Problem to work on:
Output an exact reproduction of the data.

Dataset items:
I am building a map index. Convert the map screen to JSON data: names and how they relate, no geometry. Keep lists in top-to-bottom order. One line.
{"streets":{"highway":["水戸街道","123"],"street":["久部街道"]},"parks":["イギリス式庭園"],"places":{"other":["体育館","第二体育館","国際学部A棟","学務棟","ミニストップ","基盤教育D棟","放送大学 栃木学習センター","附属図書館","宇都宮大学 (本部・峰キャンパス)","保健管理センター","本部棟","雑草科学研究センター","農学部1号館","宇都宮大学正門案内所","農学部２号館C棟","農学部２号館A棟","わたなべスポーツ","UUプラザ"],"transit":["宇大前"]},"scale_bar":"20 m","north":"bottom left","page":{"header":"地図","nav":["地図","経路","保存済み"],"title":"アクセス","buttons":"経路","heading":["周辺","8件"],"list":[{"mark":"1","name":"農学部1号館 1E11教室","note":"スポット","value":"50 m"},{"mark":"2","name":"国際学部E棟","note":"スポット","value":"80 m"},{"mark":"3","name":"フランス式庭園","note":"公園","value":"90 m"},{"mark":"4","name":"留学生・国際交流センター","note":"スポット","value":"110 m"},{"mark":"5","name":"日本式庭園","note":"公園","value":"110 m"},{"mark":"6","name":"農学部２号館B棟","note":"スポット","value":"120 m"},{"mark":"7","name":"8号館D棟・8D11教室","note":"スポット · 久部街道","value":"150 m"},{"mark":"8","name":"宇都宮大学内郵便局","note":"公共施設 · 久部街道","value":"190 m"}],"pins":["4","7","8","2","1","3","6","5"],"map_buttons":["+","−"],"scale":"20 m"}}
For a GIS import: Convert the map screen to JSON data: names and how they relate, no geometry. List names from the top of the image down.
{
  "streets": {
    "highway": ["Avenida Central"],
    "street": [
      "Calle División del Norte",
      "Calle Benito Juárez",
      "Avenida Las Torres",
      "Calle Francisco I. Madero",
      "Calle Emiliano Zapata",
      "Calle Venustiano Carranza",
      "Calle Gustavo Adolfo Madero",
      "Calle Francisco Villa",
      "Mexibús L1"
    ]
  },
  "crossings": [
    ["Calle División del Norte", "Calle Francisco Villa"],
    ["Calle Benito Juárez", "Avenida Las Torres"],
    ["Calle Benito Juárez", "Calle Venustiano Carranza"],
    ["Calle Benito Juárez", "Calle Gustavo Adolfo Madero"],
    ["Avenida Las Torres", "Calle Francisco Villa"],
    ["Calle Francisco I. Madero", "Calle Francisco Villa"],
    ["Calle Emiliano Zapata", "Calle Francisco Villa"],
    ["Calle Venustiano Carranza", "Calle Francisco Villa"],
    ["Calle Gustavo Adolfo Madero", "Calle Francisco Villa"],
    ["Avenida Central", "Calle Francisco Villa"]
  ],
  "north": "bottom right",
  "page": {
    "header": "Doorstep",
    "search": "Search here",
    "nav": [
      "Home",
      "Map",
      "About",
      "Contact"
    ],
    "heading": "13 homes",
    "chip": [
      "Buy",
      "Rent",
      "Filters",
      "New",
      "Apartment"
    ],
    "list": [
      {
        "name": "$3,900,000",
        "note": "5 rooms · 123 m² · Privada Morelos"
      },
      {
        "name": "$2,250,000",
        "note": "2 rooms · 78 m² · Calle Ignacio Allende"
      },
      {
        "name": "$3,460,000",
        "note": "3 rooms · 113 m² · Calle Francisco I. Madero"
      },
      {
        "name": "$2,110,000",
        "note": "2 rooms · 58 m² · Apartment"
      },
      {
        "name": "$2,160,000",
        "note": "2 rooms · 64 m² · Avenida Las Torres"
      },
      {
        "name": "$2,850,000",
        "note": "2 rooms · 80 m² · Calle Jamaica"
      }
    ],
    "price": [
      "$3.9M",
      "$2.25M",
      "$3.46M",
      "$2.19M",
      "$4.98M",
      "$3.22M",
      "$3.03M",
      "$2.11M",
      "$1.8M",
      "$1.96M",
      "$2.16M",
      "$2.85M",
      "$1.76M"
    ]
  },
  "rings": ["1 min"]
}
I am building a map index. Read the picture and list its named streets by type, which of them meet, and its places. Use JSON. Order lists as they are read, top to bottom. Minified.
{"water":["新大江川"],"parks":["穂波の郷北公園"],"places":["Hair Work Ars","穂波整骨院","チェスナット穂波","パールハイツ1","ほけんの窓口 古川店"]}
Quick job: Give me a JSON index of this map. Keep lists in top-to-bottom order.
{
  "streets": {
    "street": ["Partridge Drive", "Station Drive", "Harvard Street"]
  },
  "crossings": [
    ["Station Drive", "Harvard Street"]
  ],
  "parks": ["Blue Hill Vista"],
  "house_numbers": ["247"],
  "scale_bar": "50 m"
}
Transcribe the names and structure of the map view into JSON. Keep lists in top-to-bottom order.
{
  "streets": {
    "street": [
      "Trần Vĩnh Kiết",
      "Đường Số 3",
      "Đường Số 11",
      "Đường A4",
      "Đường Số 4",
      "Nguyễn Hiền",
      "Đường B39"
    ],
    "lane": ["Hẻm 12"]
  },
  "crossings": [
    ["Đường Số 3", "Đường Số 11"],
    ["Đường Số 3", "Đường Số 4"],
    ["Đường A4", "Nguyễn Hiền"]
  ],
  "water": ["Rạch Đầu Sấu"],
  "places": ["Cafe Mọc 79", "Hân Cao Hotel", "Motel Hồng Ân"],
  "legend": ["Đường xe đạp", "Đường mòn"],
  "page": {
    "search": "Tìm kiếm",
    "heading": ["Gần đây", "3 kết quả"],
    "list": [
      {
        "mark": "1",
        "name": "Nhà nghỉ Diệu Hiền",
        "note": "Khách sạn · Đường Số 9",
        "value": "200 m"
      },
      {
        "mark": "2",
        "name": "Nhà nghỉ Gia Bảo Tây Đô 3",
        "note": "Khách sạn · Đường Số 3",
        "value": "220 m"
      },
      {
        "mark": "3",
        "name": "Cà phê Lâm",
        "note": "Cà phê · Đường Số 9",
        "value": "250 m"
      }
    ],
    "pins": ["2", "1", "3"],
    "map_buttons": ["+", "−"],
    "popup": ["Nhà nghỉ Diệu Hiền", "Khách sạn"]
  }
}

Solution to the exercise:
I am building a map index. Convert the map screen to JSON data: names and how they relate, no geometry. Keep lists in top-to-bottom order. One line.
{"streets":{"highway":["水戸街道","123"],"street":["久部街道"]},"parks":["イギリス式庭園"],"places":{"other":["体育館","第二体育館","国際学部A棟","学務棟","ミニストップ","基盤教育D棟","放送大学 栃木学習センター","附属図書館","宇都宮大学 (本部・峰キャンパス)","保健管理センター","本部棟","雑草科学研究センター","農学部1号館","宇都宮大学正門案内所","農学部２号館C棟","農学部２号館A棟","わたなべスポーツ","UUプラザ"],"transit":["宇大前"]},"scale_bar":"20 m","north":"bottom left","page":{"header":"地図","nav":["地図","経路","保存済み"],"title":"アクセス","buttons":"経路","heading":["周辺","8件"],"list":[{"mark":"1","name":"農学部1号館 1E11教室","note":"スポット","value":"50 m"},{"mark":"2","name":"国際学部E棟","note":"スポット","value":"80 m"},{"mark":"3","name":"フランス式庭園","note":"公園","value":"90 m"},{"mark":"4","name":"留学生・国際交流センター","note":"スポット","value":"110 m"},{"mark":"5","name":"日本式庭園","note":"公園","value":"110 m"},{"mark":"6","name":"農学部２号館B棟","note":"スポット","value":"120 m"},{"mark":"7","name":"8号館D棟・8D11教室","note":"スポット · 久部街道","value":"150 m"},{"mark":"8","name":"宇都宮大学内郵便局","note":"公共施設 · 久部街道","value":"190 m"}],"pins":["4","7","8","2","1","3","6","5"],"map_buttons":["+","−"],"scale":"20 m"}}
For a GIS import: Convert the map screen to JSON data: names and how they relate, no geometry. List names from the top of the image down.
{
  "streets": {
    "highway": ["Avenida Central"],
    "street": [
      "Calle División del Norte",
      "Calle Benito Juárez",
      "Avenida Las Torres",
      "Calle Francisco I. Madero",
      "Calle Emiliano Zapata",
      "Calle Venustiano Carranza",
      "Calle Gustavo Adolfo Madero",
      "Calle Francisco Villa",
      "Mexibús L1"
    ]
  },
  "crossings": [
    ["Calle División del Norte", "Calle Francisco Villa"],
    ["Calle Benito Juárez", "Avenida Las Torres"],
    ["Calle Benito Juárez", "Calle Venustiano Carranza"],
    ["Calle Benito Juárez", "Calle Gustavo Adolfo Madero"],
    ["Avenida Las Torres", "Calle Francisco Villa"],
    ["Calle Francisco I. Madero", "Calle Francisco Villa"],
    ["Calle Emiliano Zapata", "Calle Francisco Villa"],
    ["Calle Venustiano Carranza", "Calle Francisco Villa"],
    ["Calle Gustavo Adolfo Madero", "Calle Francisco Villa"],
    ["Avenida Central", "Calle Francisco Villa"]
  ],
  "north": "bottom right",
  "page": {
    "header": "Doorstep",
    "search": "Search here",
    "nav": [
      "Home",
      "Map",
      "About",
      "Contact"
    ],
    "heading": "13 homes",
    "chip": [
      "Buy",
      "Rent",
      "Filters",
      "New",
      "Apartment"
    ],
    "list": [
      {
        "name": "$3,900,000",
        "note": "5 rooms · 123 m² · Privada Morelos"
      },
      {
        "name": "$2,250,000",
        "note": "2 rooms · 78 m² · Calle Ignacio Allende"
      },
      {
        "name": "$3,460,000",
        "note": "3 rooms · 113 m² · Calle Francisco I. Madero"
      },
      {
        "name": "$2,110,000",
        "note": "2 rooms · 58 m² · Apartment"
      },
      {
        "name": "$2,160,000",
        "note": "2 rooms · 64 m² · Avenida Las Torres"
      },
      {
        "name": "$2,850,000",
        "note": "2 rooms · 80 m² · Calle Jamaica"
      }
    ],
    "price": [
      "$3.9M",
      "$2.25M",
      "$3.46M",
      "$2.19M",
      "$4.98M",
      "$3.22M",
      "$3.03M",
      "$2.11M",
      "$1.8M",
      "$1.96M",
      "$2.16M",
      "$2.85M",
      "$1.76M"
    ]
  },
  "rings": ["1 min"]
}
I am building a map index. Read the picture and list its named streets by type, which of them meet, and its places. Use JSON. Order lists as they are read, top to bottom. Minified.
{"water":["新大江川"],"parks":["穂波の郷北公園"],"places":["Hair Work Ars","穂波整骨院","チェスナット穂波","パールハイツ1","ほけんの窓口 古川店"]}
Quick job: Give me a JSON index of this map. Keep lists in top-to-bottom order.
{
  "streets": {
    "street": ["Partridge Drive", "Station Drive", "Harvard Street"]
  },
  "crossings": [
    ["Station Drive", "Harvard Street"]
  ],
  "parks": ["Blue Hill Vista"],
  "house_numbers": ["247"],
  "scale_bar": "50 m"
}
Transcribe the names and structure of the map view into JSON. Keep lists in top-to-bottom order.
{
  "streets": {
    "street": [
      "Trần Vĩnh Kiết",
      "Đường Số 3",
      "Đường Số 11",
      "Đường A4",
      "Đường Số 4",
      "Nguyễn Hiền",
      "Đường B39"
    ],
    "lane": ["Hẻm 12"]
  },
  "crossings": [
    ["Đường Số 3", "Đường Số 11"],
    ["Đường Số 3", "Đường Số 4"],
    ["Đường A4", "Nguyễn Hiền"]
  ],
  "water": ["Rạch Đầu Sấu"],
  "places": ["Cafe Mọc 79", "Hân Cao Hotel", "Motel Hồng Ân"],
  "legend": ["Đường xe đạp", "Đường mòn"],
  "page": {
    "search": "Tìm kiếm",
    "heading": ["Gần đây", "3 kết quả"],
    "list": [
      {
        "mark": "1",
        "name": "Nhà nghỉ Diệu Hiền",
        "note": "Khách sạn · Đường Số 9",
        "value": "200 m"
      },
      {
        "mark": "2",
        "name": "Nhà nghỉ Gia Bảo Tây Đô 3",
        "note": "Khách sạn · Đường Số 3",
        "value": "220 m"
      },
      {
        "mark": "3",
        "name": "Cà phê Lâm",
        "note": "Cà phê · Đường Số 9",
        "value": "250 m"
      }
    ],
    "pins": ["2", "1", "3"],
    "map_buttons": ["+", "−"],
    "popup": ["Nhà nghỉ Diệu Hiền", "Khách sạn"]
  }
}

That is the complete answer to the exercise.